Review of Recent Papers on Content Based Audio Classification and Retrieval

Columbia University

Manuel J. Reyes G.
 
 
1.-  "An overview of audio information retrieval".
      Jonathan Foote Multimedia Systems 1999

SYSTEMS USING STATIC MODELING (Dynamic modeling see below)

2- " Content-Based Classification Search and Retrieval of Audio"
      E. Wold, T. Blum, D. Keslar, and J. Wheaton IEEE Multimedia May1999

  This is the "classic" paper in the field, several of the more recent works use the performance obtained in this work as the baseline for Content-Based Audio Classification and Retrieval system.

  The total audio set is divided in two: The database and signals that are used as inquires to the system.

 They calculate 4 perceptual features for all the audio signals in the database:

-Loudness: approximated by signal's root mean-square (RMS) level in decibels.
-Pitch: estimated by taking a series of short time Fourier spectra. For each of the frames the frequencies and amplitudes of the peaks are measured and an approximate greatest common divisor algorithm is used to calculate an estimaate of the pitch.
-Brigthness: is computed as the centroid of the short-time fourier magnitude spectra, stored as a log frequency.
-Bandwidth: is computed as the magnitude weighted average of the differences betwen the spectral differences between the spectral components and the centroid..

 The system can be inquired in several ways:

  Classification by model:
 Audio models, eg: scratchy noises, can be obtained by supervised training, the model will consist on the mean vector and the correlation matrix of the feature vectors of the signals on the training set (for that particular model)
 When a new sounds needs to be classified, a weighted distance measure is calculated from the new sound feature vector and the models. The class of the signal corresponds to the model for which the distance was minimal.
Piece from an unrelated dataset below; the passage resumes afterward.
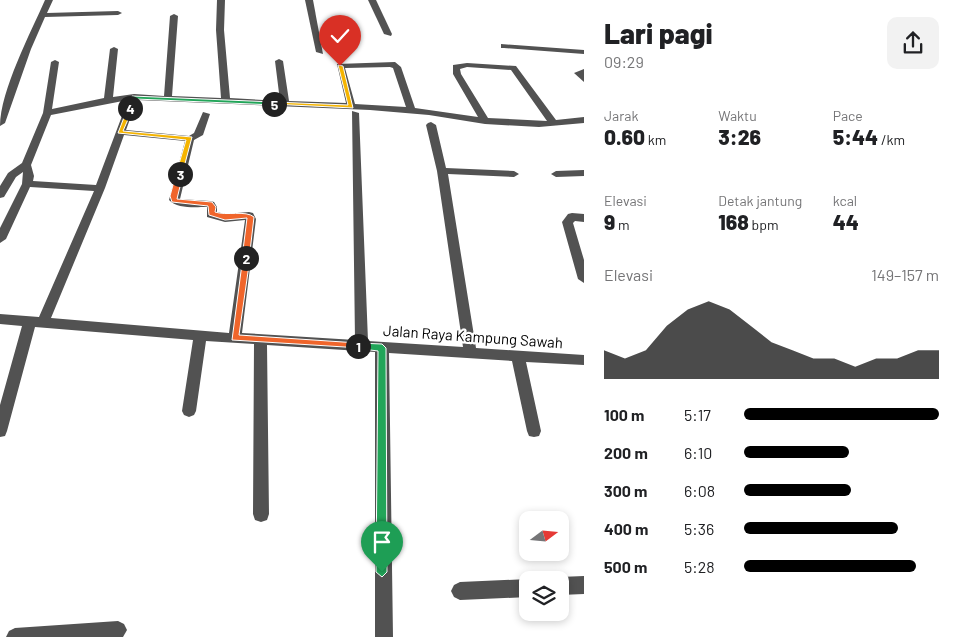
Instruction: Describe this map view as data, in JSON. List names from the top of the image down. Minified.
{"streets":{"street":["Jalan Raya Kampung Sawah"]},"north":"right","page":{"heading":["Lari pagi","09:29"],"stats":[["Jarak","0.60 km"],["Waktu","3:26"],["Pace","5:44 /km"],["Elevasi","9 m"],["Detak jantung","168 bpm"],["kcal","44"]],"pins":["5","4","3","2","1"],"chart":["Elevasi","149–157 m"],"list":[{"name":"100 m","note":"5:17"},{"name":"200 m","note":"6:10"},{"name":"300 m","note":"6:08"},{"name":"400 m","note":"5:36"},{"name":"500 m","note":"5:28"}]}}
 Classificationand retrieval by similarity with signals in the database:
 The database is divided in 16 classes. When a new sound is presented to the system, a weighted distance measure is calculated from the new sound feature vector and all the files in the database (actually a slective search is done). The input signal is classified to the class
  of the retrieved signal  which  is the one for which the distance was minimal.

 Different queries can also be done by specifying the perceptual characterisitcs of the desired signals.

 The desirability of a particular perceptual feature can be expressed by changing the weigth in the distance function.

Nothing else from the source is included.